Yes, in Kazakhstan I found no Kazakhstanis.
KM Huber
Although I don’t always comment, I just want let you know how much I enjoy learning about in your time there. In particular, I like the idea of deleted scenes but that said, each post reveals the people so intimately that I think of them as I would characters in a novel. I know your interest is memoir but just know there is a great story element here.
KM
Janet
Thanks Karen. I’m always so glad when you show up. I too love the idea of deleted scenes. It certainly makes it much easier to kill these “darlings” of mine, in the parlance of Stephen King, when I know they can live on here on my Blog. Thank you for being so generous with your comment.

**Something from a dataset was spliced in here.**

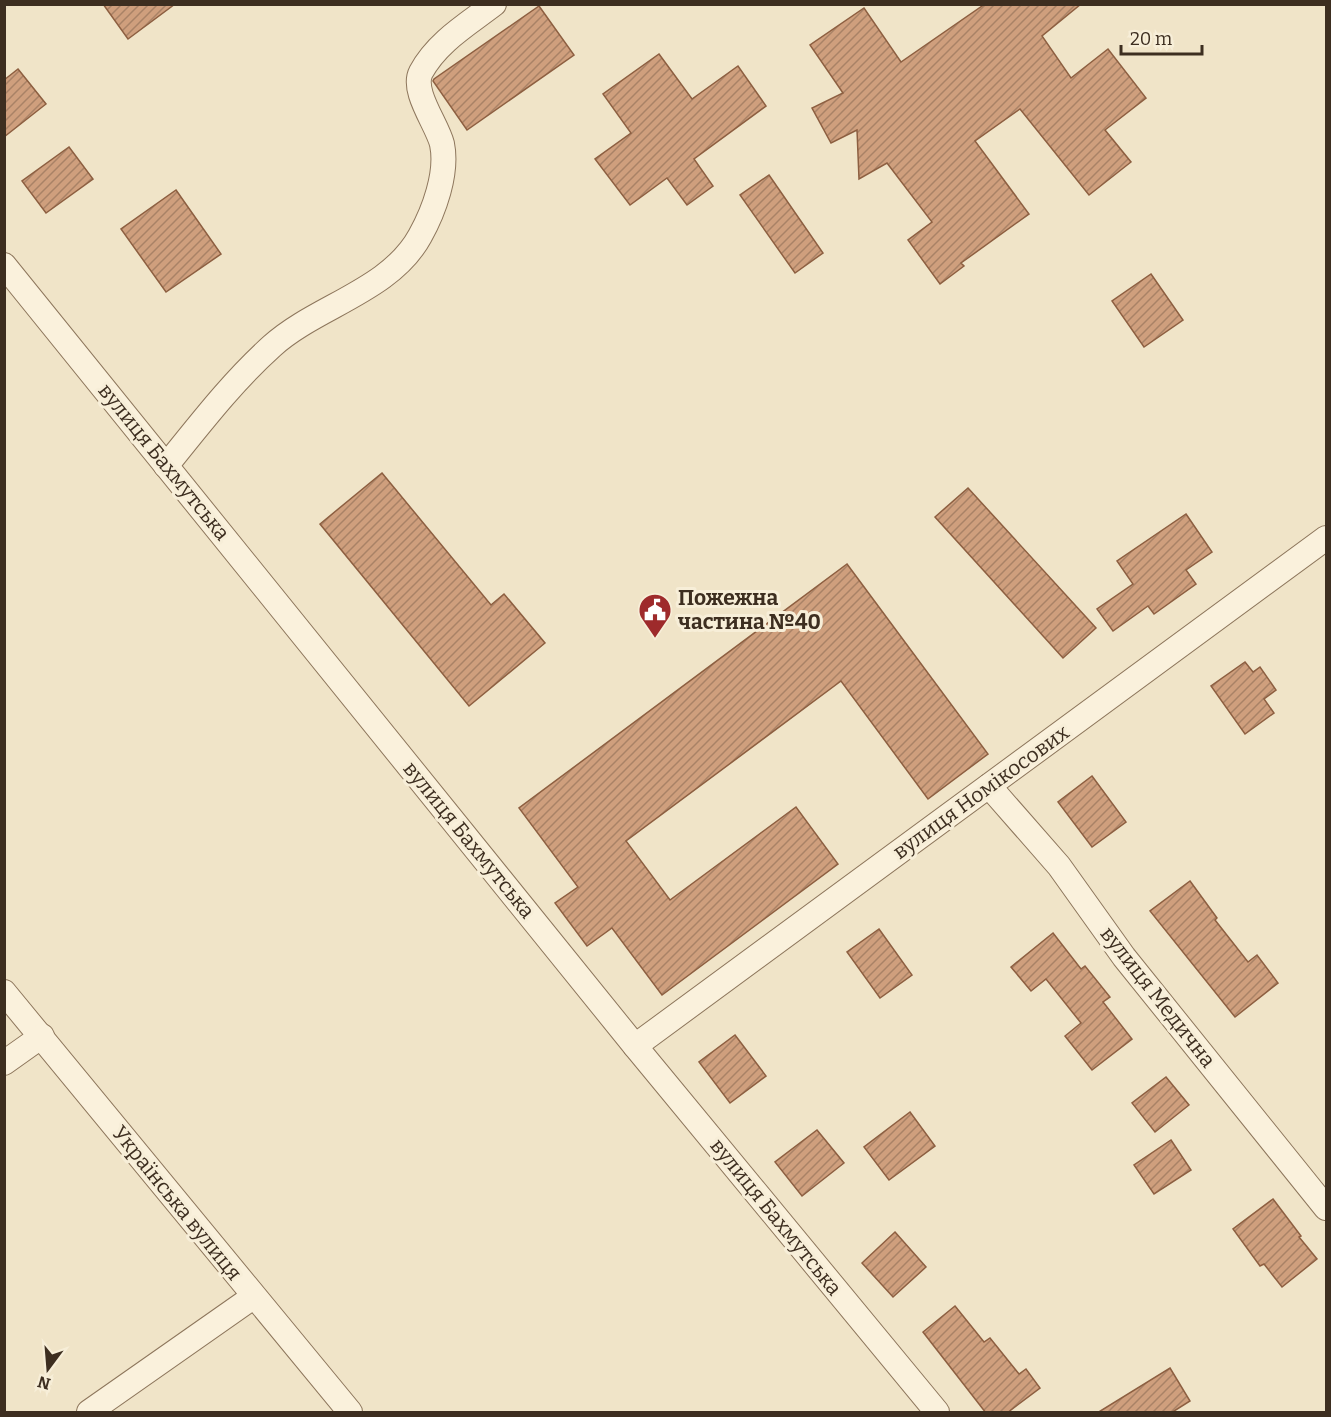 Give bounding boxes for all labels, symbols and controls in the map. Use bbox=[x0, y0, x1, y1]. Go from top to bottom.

I too lurk on your blog; always well written, heart-felt, and though-provoking. I get it weekly on Monday mornings so, often by the time I read it, most of your following has already commented.
Belinda Nicoll
Janet, it’s wonderful that you investigated the culture with such curiosity. The ethnic identity phenomenon that you describe in this post works the same in South Africa. Referring to someone as an Afrikaner or Englishman or Jew or gay or whatever does not smack of political incorrectness as it does in the U.S.
Best,
Belinda.
Janet
Hey Belinda. Thanks for that. In the early years of the US, most folks identified more with their state that with the country. I wonder if its the same phenomena
It was often hard for me to tell which differences were uniquely Kazakh, which Russian or Soviet, and which ones not cultural at all, but an individual idiosyncrasy. “Which differences make a difference,” as Gregory Bateson says, that’s the important part.
Diana Beebe
This is so interesting, Janet! I really enjoy reading and learning from your posts. Thanks!
Janet
Hi Diana, So glad you stopped by again. Thank you. I find the differences between cultures endlessly fascinating, but I’m not sure how widespread that feeling is. So it’s great to hear that you are enjoying them.